Review of The Party

The Party (I) (2017)
8/10
A theatrical standard brought to the big screen
14 October 2017
The middle-class dinner party in which the thin veneer of polite society is ripped away to expose the dog-eat-dog savagery underneath has provided ample fodder for playwrights since probably the birth of theatre, but films in which such a gathering is the sole focus are rarer. So step forward British auteur Sally Potter.

Having been appointed Shadow Minister for Health, Janet (Kristen Scott Thomas) and her husband Bill (Timothy Spall) throw a celebratory dinner party for their friends: the acerbic April (Patricia Clarkson) and (played by Bruno Ganz) her new age partner Gottfried ("prick an aromatherapist and you'll find a fascist" says April); lesbian professor Martha and her 'Masterchef' runner-up partner Jinny (Emily Mortimer), who is carrying their purchased foetuses ("babies are born every day, in large numbers - large enough to put our planet at risk" is April's unsentimental but accurate comment). Banker Tom (Cillian Murphy) arrives with his wife's apologies: she will be along later. Thus the stage is set, but when a champagne cork shatters a window it is an omen that this will be a dinner party none of the attendees will soon forget.

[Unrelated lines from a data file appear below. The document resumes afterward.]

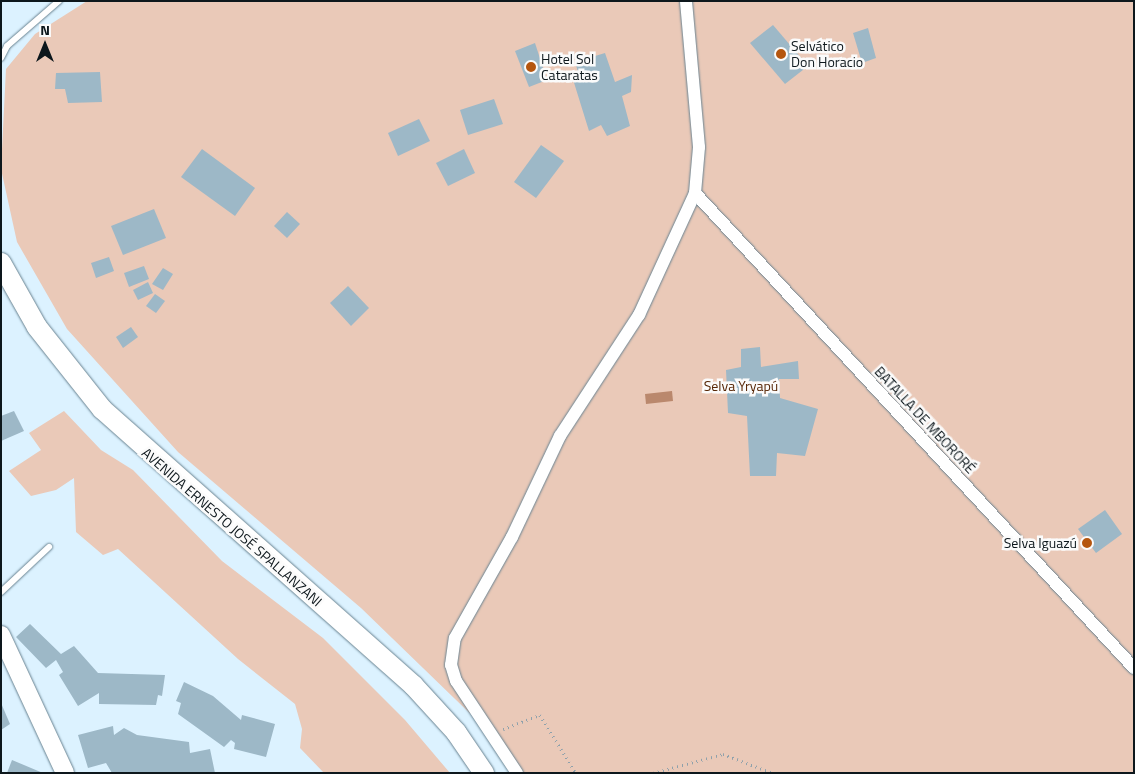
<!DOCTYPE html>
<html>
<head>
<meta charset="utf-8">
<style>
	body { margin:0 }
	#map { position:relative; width:1135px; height:774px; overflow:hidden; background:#dcf2ff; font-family:"Titillium Web",sans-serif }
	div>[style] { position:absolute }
	.green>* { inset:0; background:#eac9b8 }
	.water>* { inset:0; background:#ba886d }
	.building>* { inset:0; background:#9db8c7 }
	.path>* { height:2.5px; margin-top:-1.25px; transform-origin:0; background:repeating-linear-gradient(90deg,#8fa1ab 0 1px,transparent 0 5px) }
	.roads { filter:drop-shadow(0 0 1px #698391) drop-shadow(0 0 1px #698391) }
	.service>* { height:6px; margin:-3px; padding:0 3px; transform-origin:3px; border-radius:3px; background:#fff }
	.minor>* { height:12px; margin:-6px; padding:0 6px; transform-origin:6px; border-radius:6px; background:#fff }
	.secondary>* { height:18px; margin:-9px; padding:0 9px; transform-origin:9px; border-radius:9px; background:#fff }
	.trunk>* { height:20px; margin:-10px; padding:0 10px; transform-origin:10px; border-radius:10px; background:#fff }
	.dots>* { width:14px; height:14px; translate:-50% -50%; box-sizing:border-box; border:2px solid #fbfbfb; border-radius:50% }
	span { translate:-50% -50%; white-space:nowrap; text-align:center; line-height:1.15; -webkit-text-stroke:5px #fbfbfb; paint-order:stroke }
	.poi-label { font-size:14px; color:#0d171c }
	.left { translate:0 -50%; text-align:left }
	.right { translate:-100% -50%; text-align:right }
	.park-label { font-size:14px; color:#572707 }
	.street-label { font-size:14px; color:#0d171c }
	.frame { position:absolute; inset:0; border:2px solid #0d171c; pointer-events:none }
	.north { position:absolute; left:20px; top:20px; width:50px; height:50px; -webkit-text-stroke:4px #fbfbfb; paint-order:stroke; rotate:0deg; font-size:14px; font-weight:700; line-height:20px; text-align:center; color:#0d171c }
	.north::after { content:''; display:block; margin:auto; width:18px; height:22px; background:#0d171c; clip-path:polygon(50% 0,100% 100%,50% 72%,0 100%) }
</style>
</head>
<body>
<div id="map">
	<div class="green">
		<i style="clip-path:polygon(87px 1px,1134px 1px,1134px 773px,513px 773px,485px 728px,361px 608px,178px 452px,67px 329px,17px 242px,1px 169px,6px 69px,35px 34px)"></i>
		<i style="clip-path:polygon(64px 411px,101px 450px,133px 470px,222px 561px,323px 638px,405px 720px,450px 773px,324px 773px,300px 748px,302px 729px,295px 704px,238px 659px,118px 549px,103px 555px,76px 532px,74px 478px,56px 490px,31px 496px,9px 471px,41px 450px,29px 433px)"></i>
	</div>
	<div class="water">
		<i style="clip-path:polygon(672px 391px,673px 401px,646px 404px,645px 394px)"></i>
	</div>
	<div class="building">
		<i style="clip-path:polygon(773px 25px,808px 66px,785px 84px,750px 43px)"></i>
		<i style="clip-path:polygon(868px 28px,876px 58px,862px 63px,853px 33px)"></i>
		<i style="clip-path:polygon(535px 43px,547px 80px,529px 87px,515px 51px)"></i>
		<i style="clip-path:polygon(605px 53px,615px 82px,632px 75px,631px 92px,622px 96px,630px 126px,607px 136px,601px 125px,589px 131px,571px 73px,578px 72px,575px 62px)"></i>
		<i style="clip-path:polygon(100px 72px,102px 102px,68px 103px,65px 89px,55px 89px,56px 73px)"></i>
		<i style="clip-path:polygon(494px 99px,503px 124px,468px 135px,460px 110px)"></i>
		<i style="clip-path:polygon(419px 119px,430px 141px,398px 156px,388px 133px)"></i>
		<i style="clip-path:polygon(541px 145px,564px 161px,536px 198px,514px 182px)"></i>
		<i style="clip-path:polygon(202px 149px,255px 188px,235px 216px,181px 177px)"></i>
		<i style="clip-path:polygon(464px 149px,475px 173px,448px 186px,436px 163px)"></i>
		<i style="clip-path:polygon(154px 209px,166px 238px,123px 255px,111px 226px)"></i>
		<i style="clip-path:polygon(287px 212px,300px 224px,287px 238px,274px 226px)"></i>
		<i style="clip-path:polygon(109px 257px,114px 271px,96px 278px,91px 263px)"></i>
		<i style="clip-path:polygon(144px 266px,149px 279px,129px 287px,124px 273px)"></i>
		<i style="clip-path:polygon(163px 268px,173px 274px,163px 290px,152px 284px)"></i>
		<i style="clip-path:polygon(148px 282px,153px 293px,138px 300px,133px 290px)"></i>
		<i style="clip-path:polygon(348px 286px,369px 308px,351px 326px,330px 303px)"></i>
		<i style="clip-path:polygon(155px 294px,165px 301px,156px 313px,146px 306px)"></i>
		<i style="clip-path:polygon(131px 327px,138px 337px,123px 348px,116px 337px)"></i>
		<i style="clip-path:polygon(760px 347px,761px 367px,798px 361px,799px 379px,779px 379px,780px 398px,818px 409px,805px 456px,777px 453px,776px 476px,750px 476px,747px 416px,728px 413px,726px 370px,741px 367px,741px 349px)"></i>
		<i style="clip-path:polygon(14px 411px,24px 431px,1px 441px,1px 416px)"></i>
		<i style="clip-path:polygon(1105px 510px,1122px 534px,1096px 553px,1078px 529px)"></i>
		<i style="clip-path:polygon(30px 624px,61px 654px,74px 646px,98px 673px,165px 675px,162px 696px,158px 695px,156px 705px,99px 704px,99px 693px,78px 706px,59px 675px,63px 672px,56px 660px,46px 668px,16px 637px)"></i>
		<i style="clip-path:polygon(184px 682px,213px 696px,241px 720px,242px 715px,275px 724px,266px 757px,234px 749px,235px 743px,231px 740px,224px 747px,178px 714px,181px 703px,176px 701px)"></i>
		<i style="clip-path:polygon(1px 703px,10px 724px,1px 730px)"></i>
		<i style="clip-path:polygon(113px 726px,114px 735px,124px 728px,137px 735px,189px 742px,190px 753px,210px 749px,215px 773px,112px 773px,106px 763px,88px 768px,78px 735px)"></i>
		<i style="clip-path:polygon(12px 760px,43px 773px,7px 773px)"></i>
	</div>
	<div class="path">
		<i style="left:503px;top:729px;width:40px;rotate:-21deg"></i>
		<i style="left:540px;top:715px;width:68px;rotate:58.2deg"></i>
		<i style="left:653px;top:773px;width:73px;rotate:-15.2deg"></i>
		<i style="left:723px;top:754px;width:53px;rotate:20.8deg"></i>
	</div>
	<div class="roads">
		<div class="service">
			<i style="left:1px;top:58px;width:13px;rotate:-63deg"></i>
			<i style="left:7px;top:46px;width:69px;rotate:-40.9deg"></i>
			<i style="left:1px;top:592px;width:66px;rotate:-43.2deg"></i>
		</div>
		<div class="minor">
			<i style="left:695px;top:193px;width:647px;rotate:47.26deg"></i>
			<i style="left:517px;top:773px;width:110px;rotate:-123.5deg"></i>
			<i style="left:456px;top:681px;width:17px;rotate:-107deg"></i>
			<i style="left:451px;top:665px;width:27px;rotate:-82deg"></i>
			<i style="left:455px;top:638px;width:116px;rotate:-60.6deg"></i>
			<i style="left:512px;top:537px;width:112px;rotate:-64.6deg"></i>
			<i style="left:560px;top:436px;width:145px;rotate:-56.9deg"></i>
			<i style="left:639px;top:315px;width:134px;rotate:-65.3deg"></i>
			<i style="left:695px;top:193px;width:46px;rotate:-85deg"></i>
			<i style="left:699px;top:147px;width:147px;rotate:-95.1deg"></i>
		</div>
		<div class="secondary">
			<i style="left:1px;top:635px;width:152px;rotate:65.1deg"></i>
		</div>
		<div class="trunk">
			<i style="left:1px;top:263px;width:73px;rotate:60.6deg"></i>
			<i style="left:37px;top:327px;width:105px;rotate:51.6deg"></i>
			<i style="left:102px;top:409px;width:416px;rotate:41.6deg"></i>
			<i style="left:413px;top:685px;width:64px;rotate:47.5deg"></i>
			<i style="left:456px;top:732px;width:50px;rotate:55.7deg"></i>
		</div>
	</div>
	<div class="dots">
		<i style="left:781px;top:54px;background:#b5560f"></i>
		<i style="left:531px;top:67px;background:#b5560f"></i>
		<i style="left:1087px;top:543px;background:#b5560f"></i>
	</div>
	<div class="poi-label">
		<span class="left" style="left:791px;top:54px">Selvático<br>Don Horacio</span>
		<span class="left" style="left:541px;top:67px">Hotel Sol<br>Cataratas</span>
		<span class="right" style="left:1077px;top:543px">Selva Iguazú</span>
	</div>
	<div class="park-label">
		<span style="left:741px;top:386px">Selva Yryapú</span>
	</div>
	<div class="street-label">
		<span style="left:925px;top:420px;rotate:47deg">BATALLA DE MBORORÉ</span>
		<span style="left:232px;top:527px;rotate:41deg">AVENIDA ERNESTO JOSÉ SPALLANZANI</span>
	</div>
	<div class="frame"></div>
	<div class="north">N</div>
</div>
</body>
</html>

Trendy lefties who spend too much time thinking are an open goal when it comes to comedy, with their talk of 'post-post-feminism' and their professorships in Utopian Americanism, and Potter does not miss the target in her - I suspect affectionate - mickey-taking. There is nothing original in this - not even the 'twist' at the end - but the film is so entertaining that does not matter (with one exception: when banker Tom heads to the bathroom to snort cocaine I rolled my eyes - just once I would like to see a fictional young banker who *does not* have a coke habit: don't any of them simply put the kettle on?)

There is good acting all around: Clarkson gets all the best lines - albeit at the expense of depth of character - but that merely makes the others work harder with the lines they have been given. Thomas, whose character is the most fully-formed, is noteworthy.

At just over seventy minutes this is rather a short film. Quite why Potter decided to make it in black-and-white I do not know - extra filmsnob points I suppose. But it is hugely entertaining and I look forward to seeing it again. (After all, any film which lists in the credits 'production dog' *must* be good!)